'''

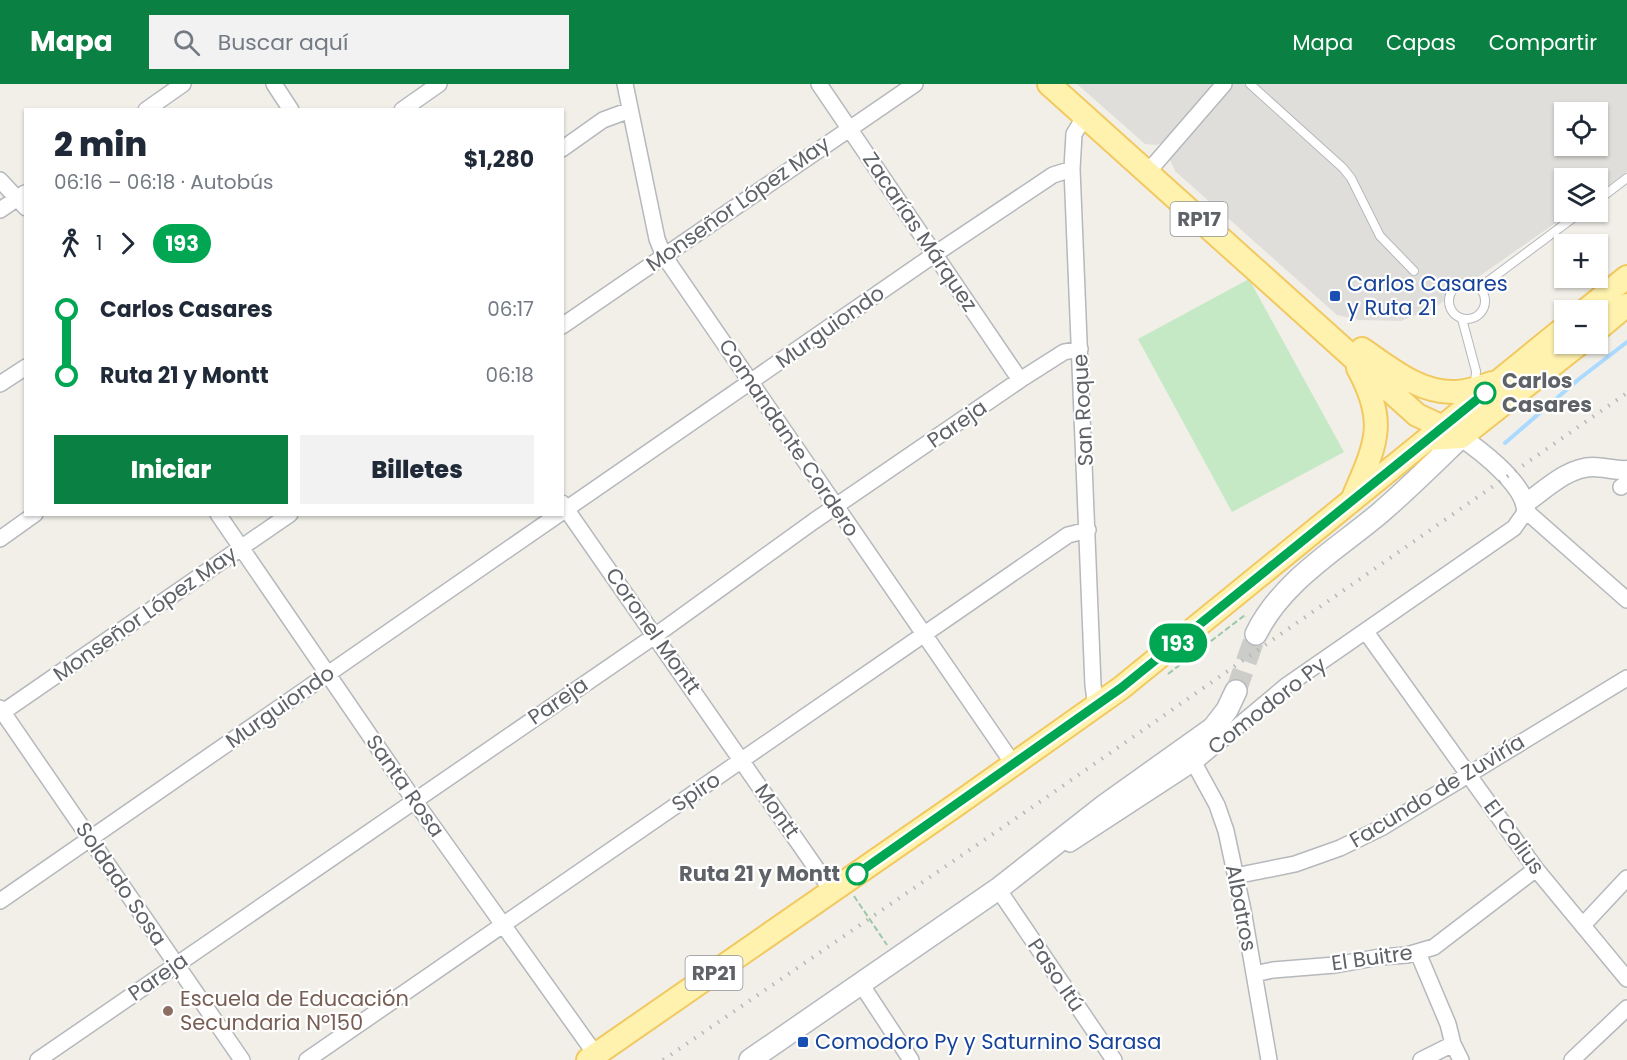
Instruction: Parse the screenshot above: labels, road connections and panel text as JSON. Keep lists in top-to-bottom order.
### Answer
{
  "streets": {
    "main road": ["RP17", "Comodoro Py", "RP21"],
    "street": [
      "Monseñor López May",
      "Zacarías Márquez",
      "Murguiondo",
      "San Roque",
      "Pareja",
      "Comandante Cordero",
      "Coronel Montt",
      "Santa Rosa",
      "Facundo de Zuviría",
      "Spiro",
      "Montt",
      "El Colius",
      "Soldado Sosa",
      "Albatros",
      "El Buitre",
      "Paso Itú"
    ]
  },
  "crossings": [
    ["Monseñor López May", "Zacarías Márquez"],
    ["Monseñor López May", "Comandante Cordero"],
    ["Monseñor López May", "Santa Rosa"],
    ["Monseñor López May", "Soldado Sosa"],
    ["RP17", "San Roque"],
    ["RP17", "RP21"],
    ["Zacarías Márquez", "Murguiondo"],
    ["Zacarías Márquez", "Pareja"],
    ["Murguiondo", "San Roque"],
    ["Murguiondo", "Comandante Cordero"],
    ["Murguiondo", "Santa Rosa"],
    ["Murguiondo", "Soldado Sosa"],
    ["San Roque", "Pareja"],
    ["San Roque", "Spiro"],
    ["San Roque", "RP21"],
    ["Pareja", "Comandante Cordero"],
    ["Pareja", "Coronel Montt"],
    ["Pareja", "Santa Rosa"],
    ["Pareja", "Soldado Sosa"],
    ["Comandante Cordero", "Spiro"],
    ["Comandante Cordero", "RP21"],
    ["Coronel Montt", "Spiro"],
    ["Coronel Montt", "Montt"],
    ["Comodoro Py", "El Colius"],
    ["Comodoro Py", "Albatros"],
    ["Comodoro Py", "Paso Itú"],
    ["Santa Rosa", "Spiro"],
    ["Santa Rosa", "RP21"],
    ["Facundo de Zuviría", "El Colius"],
    ["Facundo de Zuviría", "Albatros"],
    ["Spiro", "Montt"],
    ["Montt", "RP21"],
    ["El Colius", "El Buitre"],
    ["Albatros", "El Buitre"]
  ],
  "places": {
    "transit": ["Carlos Casares y Ruta 21", "Comodoro Py y Saturnino Sarasa"],
    "other": ["Carlos Casares", "Ruta 21 y Montt", "Escuela de Educación Secundaria Nº150"]
  },
  "lines": ["bus line 193"],
  "page": {
    "header": "Mapa",
    "search": "Buscar aquí",
    "nav": ["Mapa", "Capas", "Compartir"],
    "on_map": "193",
    "map_buttons": ["+", "−"],
    "heading": ["2 min", "06:16 – 06:18 · Autobús", "$1,280"],
    "legs": ["1", "193"],
    "list": [
      {
        "name": "Carlos Casares",
        "value": "06:17"
      },
      {
        "name": "Ruta 21 y Montt",
        "value": "06:18"
      }
    ],
    "buttons": ["Iniciar", "Billetes"]
  }
}
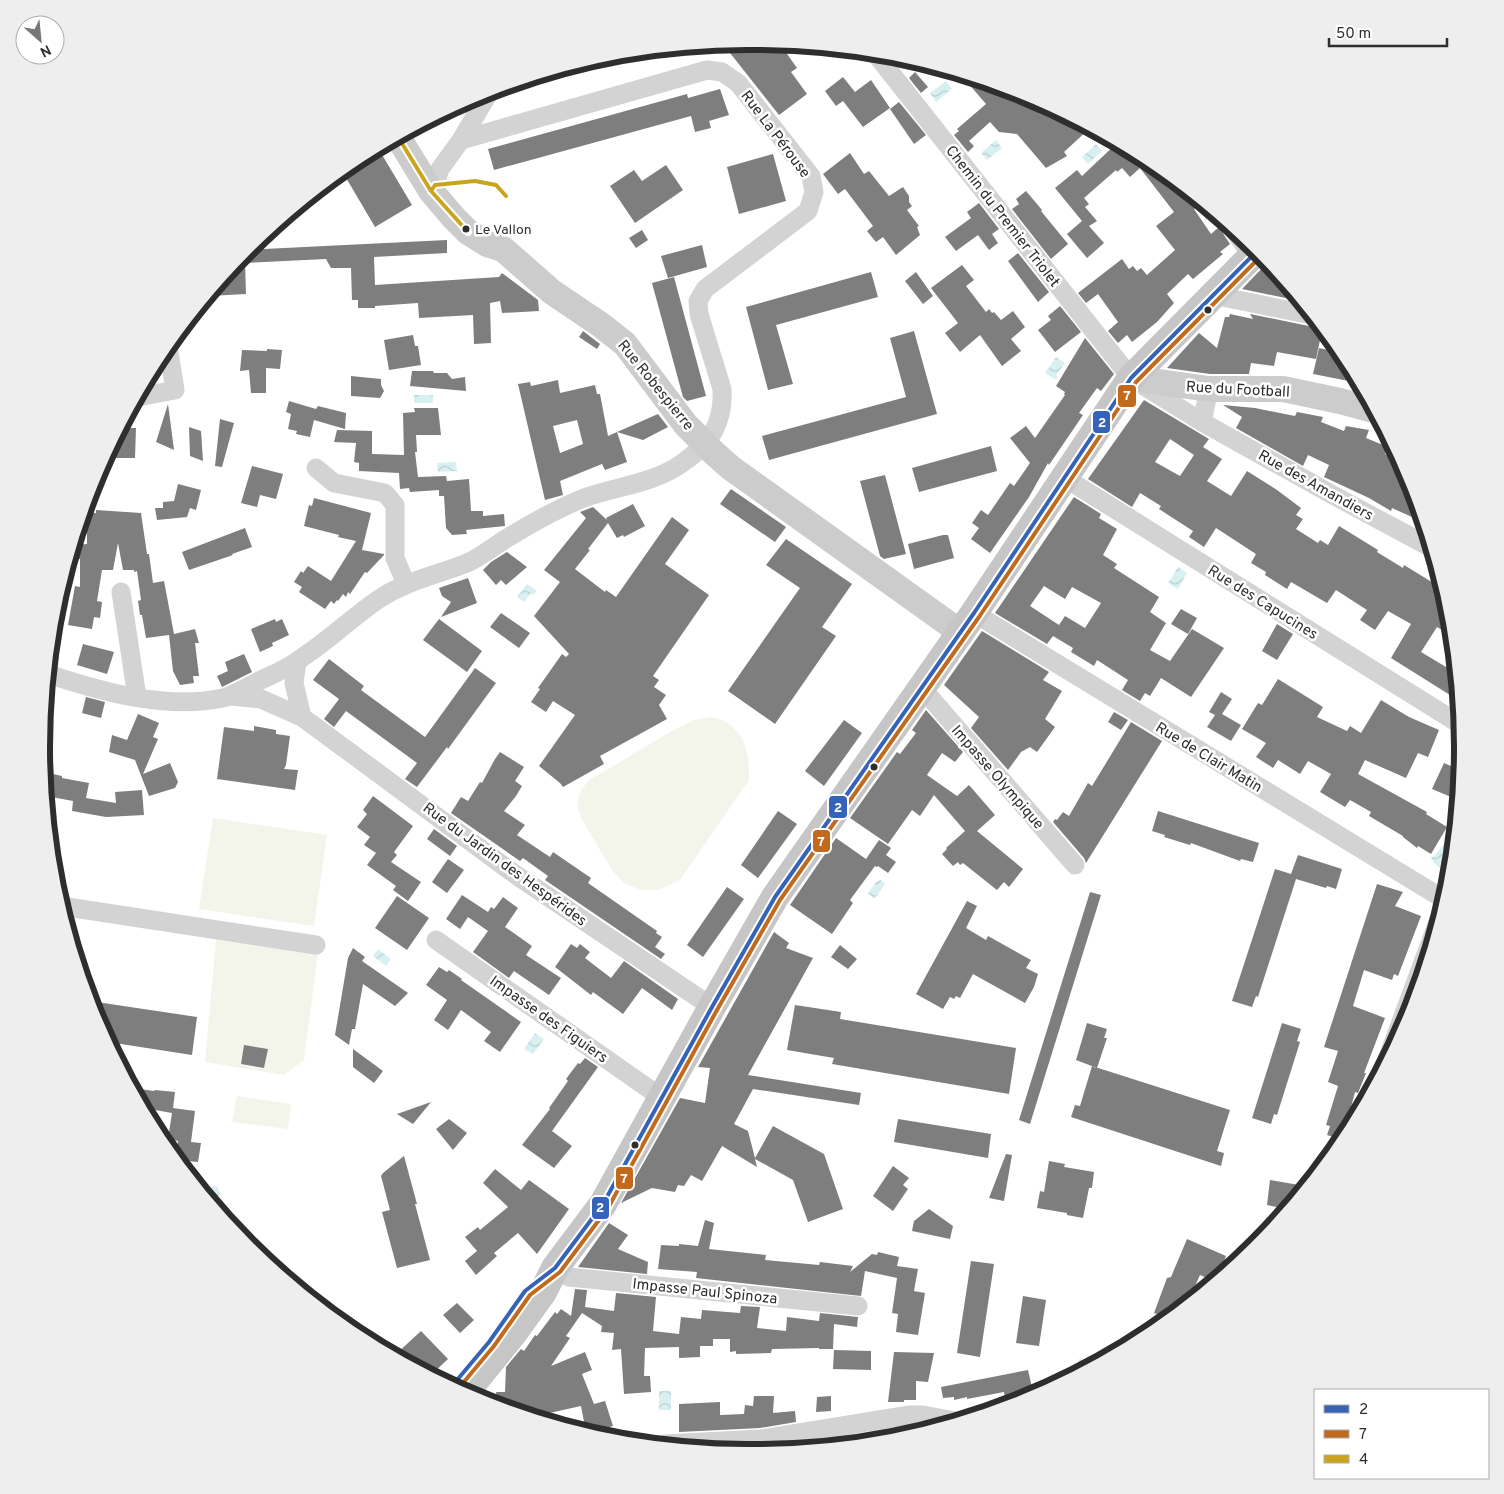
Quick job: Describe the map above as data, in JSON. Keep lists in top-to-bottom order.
{
  "streets": {
    "street": [
      "Rue La Pérouse",
      "Chemin du Premier Triolet",
      "Rue Robespierre",
      "Rue du Football",
      "Rue des Amandiers",
      "Rue des Capucines",
      "Rue de Clair Matin",
      "Impasse Olympique",
      "Rue du Jardin des Hespérides",
      "Impasse des Figuiers",
      "Impasse Paul Spinoza"
    ]
  },
  "crossings": [
    ["Rue La Pérouse", "Rue Robespierre"],
    ["Chemin du Premier Triolet", "Rue du Football"],
    ["Chemin du Premier Triolet", "Rue des Amandiers"],
    ["Rue Robespierre", "Rue de Clair Matin"],
    ["Rue du Football", "Rue des Amandiers"]
  ],
  "places": ["Le Vallon"],
  "lines": ["transit line 4", "transit line 2", "transit line 7"],
  "legend": ["2", "7", "4"],
  "scale_bar": "50 m",
  "north": "bottom right"
}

'''

Copy the material exactly as written and leave every picture behind.

▸ **YOUR SOLUTION**
Instruction: Parse the screenshot above: labels, road connections and panel text as JSON. Keep lists in top-to-bottom order.
### Answer
{
  "streets": {
    "main road": ["RP17", "Comodoro Py", "RP21"],
    "street": [
      "Monseñor López May",
      "Zacarías Márquez",
      "Murguiondo",
      "San Roque",
      "Pareja",
      "Comandante Cordero",
      "Coronel Montt",
      "Santa Rosa",
      "Facundo de Zuviría",
      "Spiro",
      "Montt",
      "El Colius",
      "Soldado Sosa",
      "Albatros",
      "El Buitre",
      "Paso Itú"
    ]
  },
  "crossings": [
    ["Monseñor López May", "Zacarías Márquez"],
    ["Monseñor López May", "Comandante Cordero"],
    ["Monseñor López May", "Santa Rosa"],
    ["Monseñor López May", "Soldado Sosa"],
    ["RP17", "San Roque"],
    ["RP17", "RP21"],
    ["Zacarías Márquez", "Murguiondo"],
    ["Zacarías Márquez", "Pareja"],
    ["Murguiondo", "San Roque"],
    ["Murguiondo", "Comandante Cordero"],
    ["Murguiondo", "Santa Rosa"],
    ["Murguiondo", "Soldado Sosa"],
    ["San Roque", "Pareja"],
    ["San Roque", "Spiro"],
    ["San Roque", "RP21"],
    ["Pareja", "Comandante Cordero"],
    ["Pareja", "Coronel Montt"],
    ["Pareja", "Santa Rosa"],
    ["Pareja", "Soldado Sosa"],
    ["Comandante Cordero", "Spiro"],
    ["Comandante Cordero", "RP21"],
    ["Coronel Montt", "Spiro"],
    ["Coronel Montt", "Montt"],
    ["Comodoro Py", "El Colius"],
    ["Comodoro Py", "Albatros"],
    ["Comodoro Py", "Paso Itú"],
    ["Santa Rosa", "Spiro"],
    ["Santa Rosa", "RP21"],
    ["Facundo de Zuviría", "El Colius"],
    ["Facundo de Zuviría", "Albatros"],
    ["Spiro", "Montt"],
    ["Montt", "RP21"],
    ["El Colius", "El Buitre"],
    ["Albatros", "El Buitre"]
  ],
  "places": {
    "transit": ["Carlos Casares y Ruta 21", "Comodoro Py y Saturnino Sarasa"],
    "other": ["Carlos Casares", "Ruta 21 y Montt", "Escuela de Educación Secundaria Nº150"]
  },
  "lines": ["bus line 193"],
  "page": {
    "header": "Mapa",
    "search": "Buscar aquí",
    "nav": ["Mapa", "Capas", "Compartir"],
    "on_map": "193",
    "map_buttons": ["+", "−"],
    "heading": ["2 min", "06:16 – 06:18 · Autobús", "$1,280"],
    "legs": ["1", "193"],
    "list": [
      {
        "name": "Carlos Casares",
        "value": "06:17"
      },
      {
        "name": "Ruta 21 y Montt",
        "value": "06:18"
      }
    ],
    "buttons": ["Iniciar", "Billetes"]
  }
}
Quick job: Describe the map above as data, in JSON. Keep lists in top-to-bottom order.
{
  "streets": {
    "street": [
      "Rue La Pérouse",
      "Chemin du Premier Triolet",
      "Rue Robespierre",
      "Rue du Football",
      "Rue des Amandiers",
      "Rue des Capucines",
      "Rue de Clair Matin",
      "Impasse Olympique",
      "Rue du Jardin des Hespérides",
      "Impasse des Figuiers",
      "Impasse Paul Spinoza"
    ]
  },
  "crossings": [
    ["Rue La Pérouse", "Rue Robespierre"],
    ["Chemin du Premier Triolet", "Rue du Football"],
    ["Chemin du Premier Triolet", "Rue des Amandiers"],
    ["Rue Robespierre", "Rue de Clair Matin"],
    ["Rue du Football", "Rue des Amandiers"]
  ],
  "places": ["Le Vallon"],
  "lines": ["transit line 4", "transit line 2", "transit line 7"],
  "legend": ["2", "7", "4"],
  "scale_bar": "50 m",
  "north": "bottom right"
}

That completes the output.